## Task objective
Find every line below with the string "canvas" and pick it out.

## Stored items
--*--

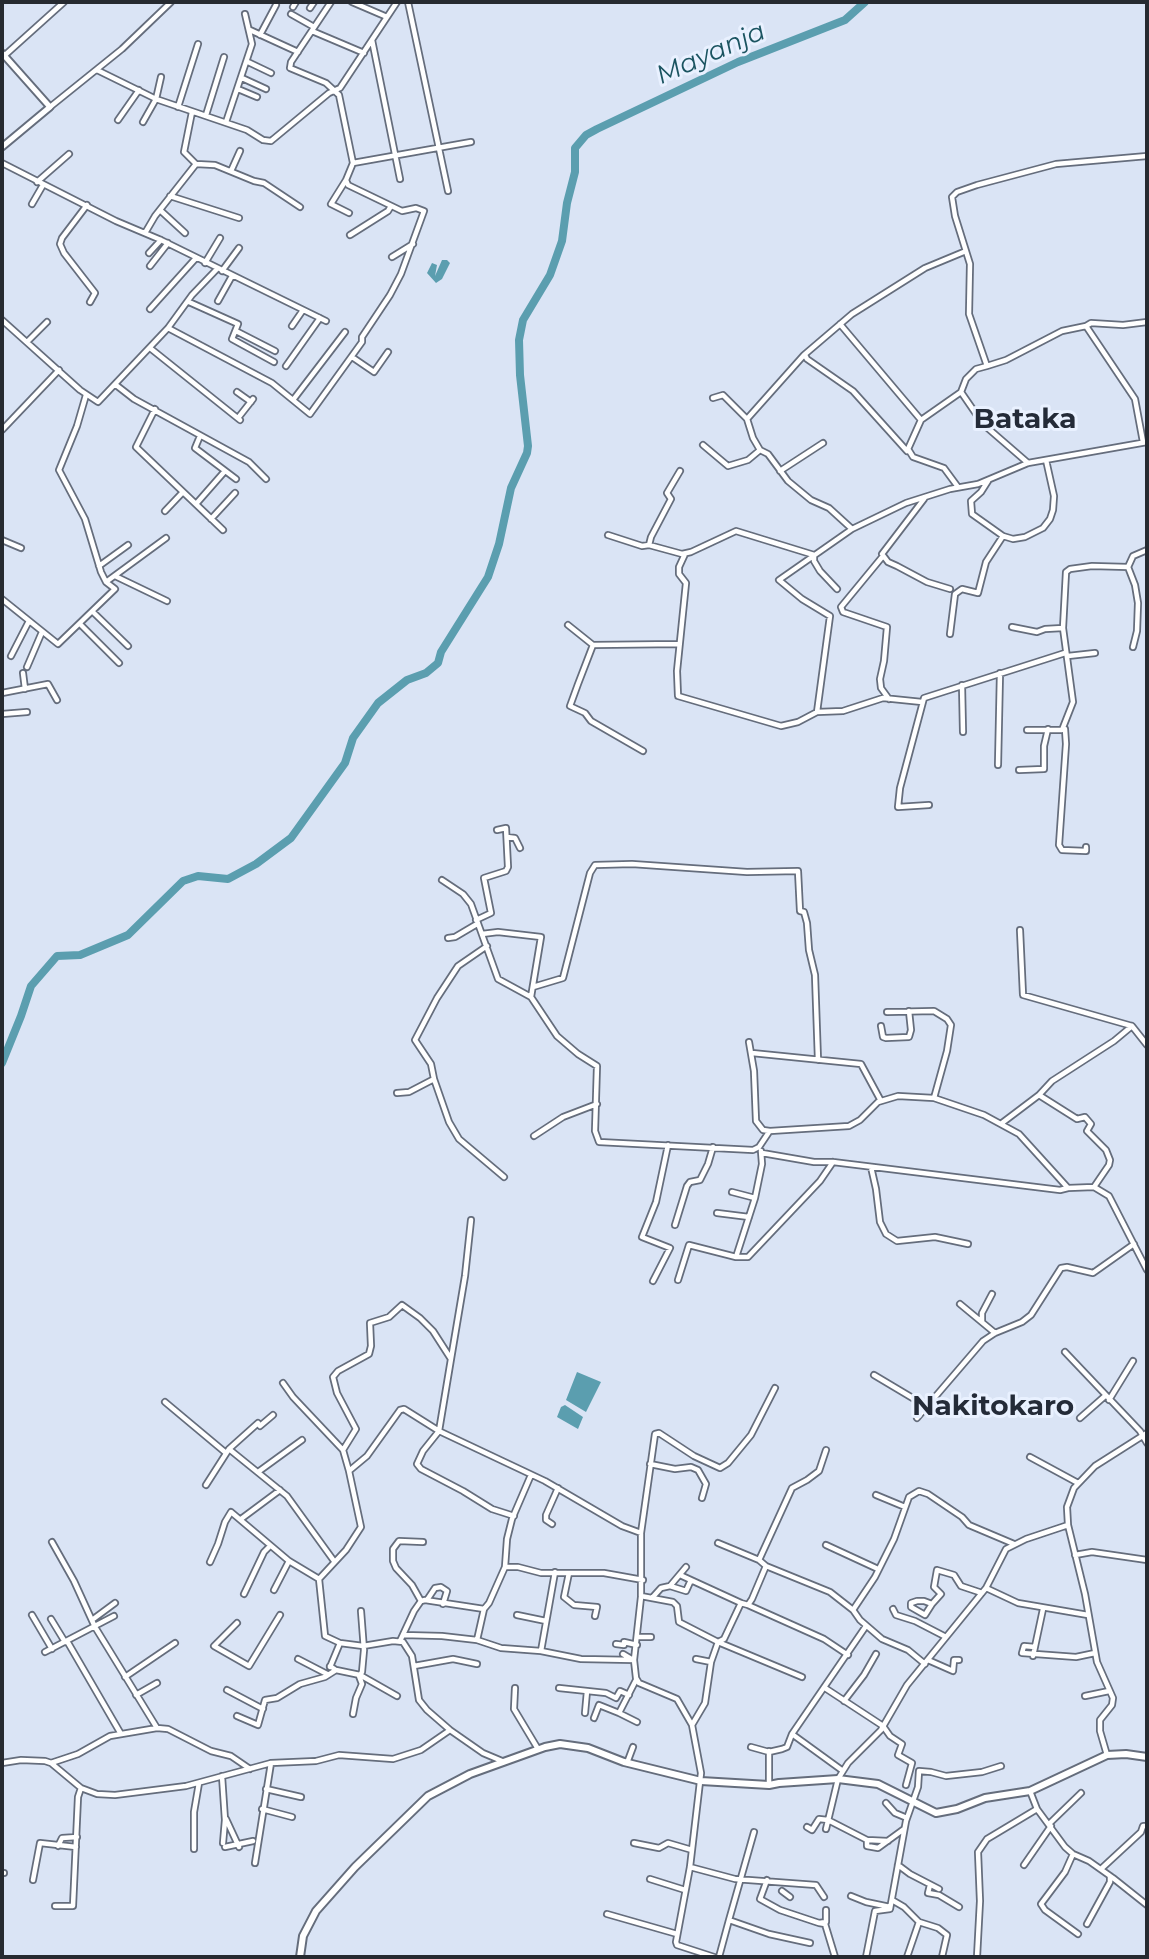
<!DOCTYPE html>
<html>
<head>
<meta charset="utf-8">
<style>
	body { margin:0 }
	#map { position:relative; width:1149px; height:1959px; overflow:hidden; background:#dae4f5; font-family:Montserrat,sans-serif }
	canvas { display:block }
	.frame { position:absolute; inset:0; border:4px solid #262a30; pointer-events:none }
</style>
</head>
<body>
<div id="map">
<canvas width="1149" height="1959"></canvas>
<div class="frame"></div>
</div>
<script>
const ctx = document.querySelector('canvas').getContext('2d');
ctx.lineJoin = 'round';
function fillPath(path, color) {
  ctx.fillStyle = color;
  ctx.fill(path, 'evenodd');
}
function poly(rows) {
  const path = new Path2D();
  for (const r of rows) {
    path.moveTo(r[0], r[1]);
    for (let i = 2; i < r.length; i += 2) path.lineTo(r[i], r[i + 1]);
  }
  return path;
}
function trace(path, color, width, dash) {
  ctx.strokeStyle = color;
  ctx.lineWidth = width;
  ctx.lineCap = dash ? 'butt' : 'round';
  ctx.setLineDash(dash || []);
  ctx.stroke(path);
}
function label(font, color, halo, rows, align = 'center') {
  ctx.font = font + ' Montserrat,sans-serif';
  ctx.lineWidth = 6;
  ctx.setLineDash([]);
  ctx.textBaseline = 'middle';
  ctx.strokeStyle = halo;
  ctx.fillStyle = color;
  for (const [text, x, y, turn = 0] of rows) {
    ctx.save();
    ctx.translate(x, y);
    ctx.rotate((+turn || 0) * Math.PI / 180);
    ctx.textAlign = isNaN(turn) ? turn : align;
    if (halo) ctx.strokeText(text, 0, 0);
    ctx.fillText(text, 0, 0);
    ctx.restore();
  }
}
fillPath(poly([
	[442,260,447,260,450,263,442,279,436,283,427,273,432,263,437,265,435,276],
	[577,1372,601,1382,586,1412,566,1400],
	[565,1405,583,1417,578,1429,557,1417,561,1407]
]), '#5b9eaf');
trace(poly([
	[2,1063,21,1016,31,986,57,956,80,955,128,935,183,881,198,876,228,879,256,864,291,838,345,763,353,738,378,703,407,680,426,673,438,663,441,652,488,577,499,544,511,488,527,453,528,446,520,375,519,340,523,320,550,275,562,241,567,203,575,172,575,148,586,135,597,129,738,62,845,20,865,2]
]), '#5b9eaf', 8);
const minor = poly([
	[352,2,387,17],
	[408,2,448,191],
	[293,7,296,2],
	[310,8,314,2],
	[291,14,314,27],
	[250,30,298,52],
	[312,31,364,53],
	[260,35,276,5],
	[372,40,400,179],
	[4,56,64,2],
	[248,62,271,73],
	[97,70,156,99,247,130,263,140,271,141,329,93,340,88,397,2],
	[242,78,266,89],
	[238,89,257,97],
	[50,107,122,49,171,2],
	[178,107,198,44],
	[192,112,184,152,196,164,215,165,254,181,264,183,300,207],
	[206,115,224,57],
	[118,120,139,90],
	[143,122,156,99,161,77],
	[226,122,252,44,245,14],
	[2,163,116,221,161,240,326,321],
	[353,163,471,142],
	[231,171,240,151],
	[346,180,331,204,349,213],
	[37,182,69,154],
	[170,196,239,218],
	[32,204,43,185],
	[87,205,62,238,60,244,64,253,95,293,90,302],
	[160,210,185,233],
	[145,233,155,216,196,164],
	[350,235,388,211,391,206],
	[149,253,161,240],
	[392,257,413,244],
	[205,263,220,238],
	[150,266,168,243],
	[222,271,239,248],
	[218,301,232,276],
	[189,302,238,324,232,339,274,362],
	[150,309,196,258],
	[2,320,80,390,98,402,168,328,192,295,217,269],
	[840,324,921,420],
	[292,326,303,310],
	[1086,326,1135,399,1143,442],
	[168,328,272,383,310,414,362,342,362,337,390,295,401,274,424,211,416,208,402,211,348,185,346,180,353,163,339,95,326,83,290,68,291,62,331,2],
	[236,331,275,351],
	[28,341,47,322],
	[150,348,240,420],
	[805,355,807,359,853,391,907,451],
	[352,357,374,372,388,352],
	[286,366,320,318],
	[987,366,1006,360,1062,331,1086,326,1091,323,1123,325,1147,322],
	[116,385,134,399,249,462,266,479],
	[237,392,251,402],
	[713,398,723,395,747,419,753,438,760,450,768,454,788,481,811,500,829,508,852,529,906,503,950,489,978,484,1028,463,1147,442],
	[293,400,345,332],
	[155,409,136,447,223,530],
	[238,418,253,399],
	[747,419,804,355,852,314,925,268,966,251],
	[2,430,59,370],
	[200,436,195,448,236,479],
	[703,445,728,466,748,460,760,450],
	[1028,463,983,424,961,392,966,379,976,369,987,366,969,314,970,264,955,216,952,197,957,192,977,185,1056,164,1147,156],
	[780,471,823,443],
	[988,481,981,492,971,501,972,514,1003,536,1013,539,1025,537,1043,528,1050,519,1053,510,1054,496,1046,460],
	[958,487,944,468,913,457,908,449,921,420,961,392],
	[924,499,882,554,888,562,897,566,927,582,950,589],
	[196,504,225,471],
	[165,511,183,492],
	[211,519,235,493],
	[852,529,779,580,802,599,830,616,817,712,843,711,883,698,922,702],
	[608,535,642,546,649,545,682,554,691,552,736,531,814,555,814,561,820,571,837,589],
	[2,540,21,548],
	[649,545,651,537,671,499,667,493,680,471],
	[685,554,679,567,679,574,686,583,677,671,678,696,781,726,798,722,817,712],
	[883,556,841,607,843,612,887,627,884,661,880,679,881,688,889,699],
	[99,566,128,545],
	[115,576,167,601],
	[106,582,166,538],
	[2,599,58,644,115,589,106,582,101,572,85,519,59,470,77,426,86,395],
	[93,612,128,646],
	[80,624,119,663],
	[568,625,593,645],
	[1012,627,1037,632,1045,629,1063,628],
	[950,634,955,594,962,589,978,593,986,562,1003,536],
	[1133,647,1137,631,1138,603,1135,585,1128,567,1133,556,1147,550],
	[11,656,29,621],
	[27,667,42,632],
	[23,673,25,689],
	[962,685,963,732],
	[2,693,48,684,57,700],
	[2,714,27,712],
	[1065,729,1066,744,1059,845,1062,850,1086,851,1086,847],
	[1027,730,1062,730,1073,702,1063,628,1066,572,1070,569,1092,566,1128,567],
	[643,751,591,721,585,713,570,706,578,684,593,645,679,644],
	[998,765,1000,673],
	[1019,770,1044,769,1044,746,1048,729],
	[929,805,898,807,900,788,924,698,1065,653,1068,656,1095,653],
	[507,837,515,838,520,848],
	[442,880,463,894,471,904,498,979,531,997,557,1036,578,1054,597,1066,595,1131,599,1142,753,1150,759,1147,769,1132],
	[476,920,491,913,484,878,506,871,508,867,506,828,497,830],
	[1020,930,1023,995,1132,1026,1147,1045],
	[482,934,498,932,541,937,531,997],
	[448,938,455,937,477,924],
	[533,987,563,978,590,873,595,865,632,864,747,872,798,871,800,911,804,912,807,923,809,950,815,975,818,1060],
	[887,1012,934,1011,947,1019,951,1025,947,1051,934,1098],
	[881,1026,883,1037,886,1038,909,1037,911,1030,909,1011],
	[749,1042,754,1071,756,1121,763,1130,770,1131,849,1126,860,1120,878,1102,898,1096,934,1098,984,1115,1019,1134,1068,1188,1094,1187,1109,1196,1147,1270],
	[752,1053,861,1064,881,1101],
	[434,1079,431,1064,415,1040,437,998,458,966,487,946],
	[397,1093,409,1092,434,1079,449,1122,459,1139,504,1177],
	[1039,1095,1077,1119,1085,1117,1091,1124,1087,1131,1106,1150,1110,1160,1109,1165,1094,1187],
	[1002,1123,1039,1095,1052,1081,1114,1041,1132,1026],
	[534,1136,563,1117,597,1104],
	[762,1153,814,1162,833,1162,1060,1190,1068,1188],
	[871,1167,876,1189,880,1222,886,1234,897,1241,935,1237,968,1244],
	[732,1192,755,1198],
	[717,1213,749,1217],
	[675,1225,687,1186,690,1182,700,1180,708,1164,713,1147],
	[736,1257,755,1198,762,1164,761,1151],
	[678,1280,689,1245,736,1257,748,1257,820,1181,833,1162],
	[653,1281,670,1248,642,1237,656,1202,668,1145],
	[960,1304,995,1333],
	[982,1321,982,1313,992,1294],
	[1065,1352,1140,1431,1147,1443],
	[451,1359,439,1431,423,1451,417,1464,421,1469,463,1491,492,1509,514,1516],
	[874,1375,926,1406],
	[283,1383,293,1397,343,1450,349,1471],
	[1109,1400,1133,1361],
	[165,1402,226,1453],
	[917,1418,983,1341,995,1333,1022,1322,1031,1315,1061,1268,1067,1267,1093,1273,1134,1244],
	[1080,1418,1105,1396],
	[260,1426,273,1415],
	[229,1449,287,1496,334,1561],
	[343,1450,356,1429,337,1393,333,1377,338,1371,369,1354,371,1346,370,1323,389,1317,402,1305,420,1318,433,1331,451,1359,465,1276,471,1220],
	[1030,1457,1078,1483],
	[650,1464,675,1469,691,1467,698,1470,706,1484,702,1498],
	[258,1472,302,1440],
	[531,1475,512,1519,507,1539,505,1567,489,1603,484,1609,477,1640,501,1648,541,1651,581,1659,634,1660],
	[206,1485,229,1449,258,1423],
	[876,1495,905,1507],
	[241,1519,280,1490],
	[552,1524,546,1520,546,1515,558,1488],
	[52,1542,74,1581,95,1627,157,1728],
	[718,1543,759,1560,766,1566],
	[826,1545,878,1569],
	[1075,1555,1092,1552,1147,1560],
	[759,1560,792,1488,807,1480,819,1471,826,1450],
	[210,1562,218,1544,225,1522,231,1512,289,1561,319,1579],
	[505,1567,518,1567,541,1573,604,1573,643,1580],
	[569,1573,564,1597,574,1605,597,1607,595,1616],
	[680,1575,741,1603],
	[670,1586,686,1567],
	[986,1588,1018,1603,1088,1615],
	[274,1590,289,1561],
	[244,1594,264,1552,270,1546],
	[641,1597,634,1660,636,1678,639,1683,677,1699,692,1725],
	[652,1598,661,1588,670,1586,686,1591,691,1580],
	[427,1600,435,1588,441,1587,447,1591,443,1604],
	[421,1601,412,1585,396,1568,393,1561,393,1549,399,1541,423,1542],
	[932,1604,925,1615,911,1607,911,1603,917,1601,924,1601,932,1604,941,1594,934,1587,937,1570,954,1575,961,1586,982,1593],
	[748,1605,824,1639,848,1655],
	[893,1609,896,1615,915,1621,946,1637],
	[32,1615,52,1649],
	[517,1615,546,1621],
	[51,1619,65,1642],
	[92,1620,115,1603],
	[237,1623,214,1646,249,1666,280,1615],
	[403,1635,442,1636,477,1640],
	[637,1637,651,1637],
	[67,1641,121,1734],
	[400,1641,414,1611,421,1601,425,1600,484,1609],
	[616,1644,624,1645,624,1642,637,1645],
	[1035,1647,1024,1646,1022,1653,1076,1657,1095,1653],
	[541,1651,555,1572],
	[45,1652,114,1616],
	[623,1654,633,1660],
	[1033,1656,1043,1609],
	[298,1659,327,1674],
	[696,1659,711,1662],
	[928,1660,953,1671,954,1660,959,1660],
	[925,1664,908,1650,882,1639,860,1620,853,1610,875,1577,894,1539,909,1497,919,1491,928,1494,962,1517,969,1525,1014,1544],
	[414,1666,453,1659,477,1664],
	[330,1667,340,1643],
	[336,1670,360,1675,362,1672,364,1650,361,1611],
	[360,1675,397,1696],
	[125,1677,175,1643],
	[802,1677,718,1642,724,1639,741,1603,748,1605,752,1599,766,1566,830,1592,853,1610],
	[636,1680,619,1713,637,1722],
	[515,1688,514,1709,538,1749],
	[559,1688,606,1693,616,1698,620,1691,629,1695],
	[825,1688,883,1726,890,1736,902,1744,898,1755,912,1763,906,1785],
	[227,1690,263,1709],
	[136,1695,157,1683],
	[1085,1696,1109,1691],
	[844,1701,864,1675,876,1654],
	[585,1713,587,1691],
	[353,1714,356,1698,362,1684,359,1676],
	[237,1716,258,1725,265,1700,277,1698,300,1684,325,1677,336,1670,330,1666],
	[594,1718,599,1705,619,1713],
	[751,1747,769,1752,782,1749,787,1747,792,1734],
	[1107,1755,1100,1731,1100,1720,1112,1705,1113,1698,1097,1662,1085,1594,1068,1525,1067,1507,1074,1488,1095,1466,1147,1433],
	[502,1761,483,1753,450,1730,427,1710,419,1700,412,1656,403,1642,393,1641,363,1646,340,1643,325,1636,319,1579,346,1550,361,1527,349,1471,367,1456,400,1410,404,1409,439,1431,545,1481,622,1526,641,1533],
	[2,1763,21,1760,45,1761,51,1763,81,1788,97,1794,115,1795,186,1786,271,1763,316,1761,339,1755,393,1759,421,1750,450,1730],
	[51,1763,78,1754,110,1736,157,1728,168,1729,211,1751,231,1756,250,1769],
	[627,1763,633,1747],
	[843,1771,792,1734,866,1626],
	[222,1776,225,1820,223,1843],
	[769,1785,769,1751],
	[266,1789,301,1797],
	[1030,1791,1037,1809,1065,1847,1073,1854,1089,1861,1113,1878,1147,1905],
	[886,1803,895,1813,907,1818],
	[262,1809,292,1817],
	[226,1819,239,1847],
	[1049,1824,1081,1793],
	[807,1827,812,1830,819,1819,828,1820,867,1840,888,1841],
	[826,1829,838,1779,848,1763,881,1730,907,1685,986,1588,1006,1549,1026,1539,1068,1525],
	[754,1832,729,1920,769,1934,810,1943],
	[867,1840,867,1846,878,1848,904,1829],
	[634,1843,659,1848,668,1843,692,1850],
	[58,1846,62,1838,77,1837],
	[225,1847,253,1841],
	[194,1849,194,1812,199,1783],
	[1073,1854,1065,1872,1041,1904,1045,1910,1078,1934],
	[255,1863,271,1763],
	[898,1865,910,1874,939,1889],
	[1024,1865,1051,1826],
	[690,1867,735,1879,816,1885,824,1897],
	[1101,1869,1141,1832,1143,1826,1147,1826],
	[2,1873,4,1873],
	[650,1879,685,1890],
	[33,1880,40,1843,76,1847],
	[767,1880,760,1899,780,1910,819,1923],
	[930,1885,928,1893,939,1895,959,1907],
	[782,1891,790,1897],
	[851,1896,866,1902,890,1907],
	[892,1900,904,1907,919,1922,907,1957],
	[55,1906,73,1906,78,1797,81,1788],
	[826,1910,826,1922,819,1923,825,1924,835,1957],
	[607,1914,677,1934],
	[919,1922,938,1928,947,1935,942,1957],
	[1087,1924,1110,1882,1110,1876],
	[714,1957,677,1945,676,1942,690,1867,701,1773,692,1725,705,1703,711,1662,718,1642,679,1622,677,1606,673,1602,641,1596,641,1533,655,1434,659,1433,694,1456,720,1468,728,1463,751,1435,775,1388],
	[719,1957,729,1920],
	[866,1957,875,1911,890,1909,906,1821,918,1787,919,1771,931,1772,946,1776,982,1772,1001,1766],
	[977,1957,980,1901,978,1852,987,1839,1037,1809]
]);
const tertiary = poly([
	[2,53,50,107,2,147]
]);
const secondary = poly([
	[300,1957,303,1936,316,1911,355,1867,428,1796,470,1774,545,1747,560,1744,588,1748,624,1762,701,1781,769,1785,779,1783,838,1779,878,1784,936,1813,957,1809,985,1798,1030,1791,1107,1755,1126,1754,1147,1757]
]);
trace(minor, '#656d7c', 8);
trace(tertiary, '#656d7c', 9);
trace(secondary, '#656d7c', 10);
trace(minor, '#fff', 4.5);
trace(tertiary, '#fff', 5);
trace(secondary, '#fff', 6);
label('italic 26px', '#1b5461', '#e9f1ff', [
	["Mayanja",711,54,-24]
]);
label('bold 28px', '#242b38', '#e9f1ff', [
	["Bataka",1025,420],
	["Nakitokaro",993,1407]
]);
</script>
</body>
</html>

--*--

## Exercise output
	canvas { display:block }
<canvas width="1149" height="1959"></canvas>
const ctx = document.querySelector('canvas').getContext('2d');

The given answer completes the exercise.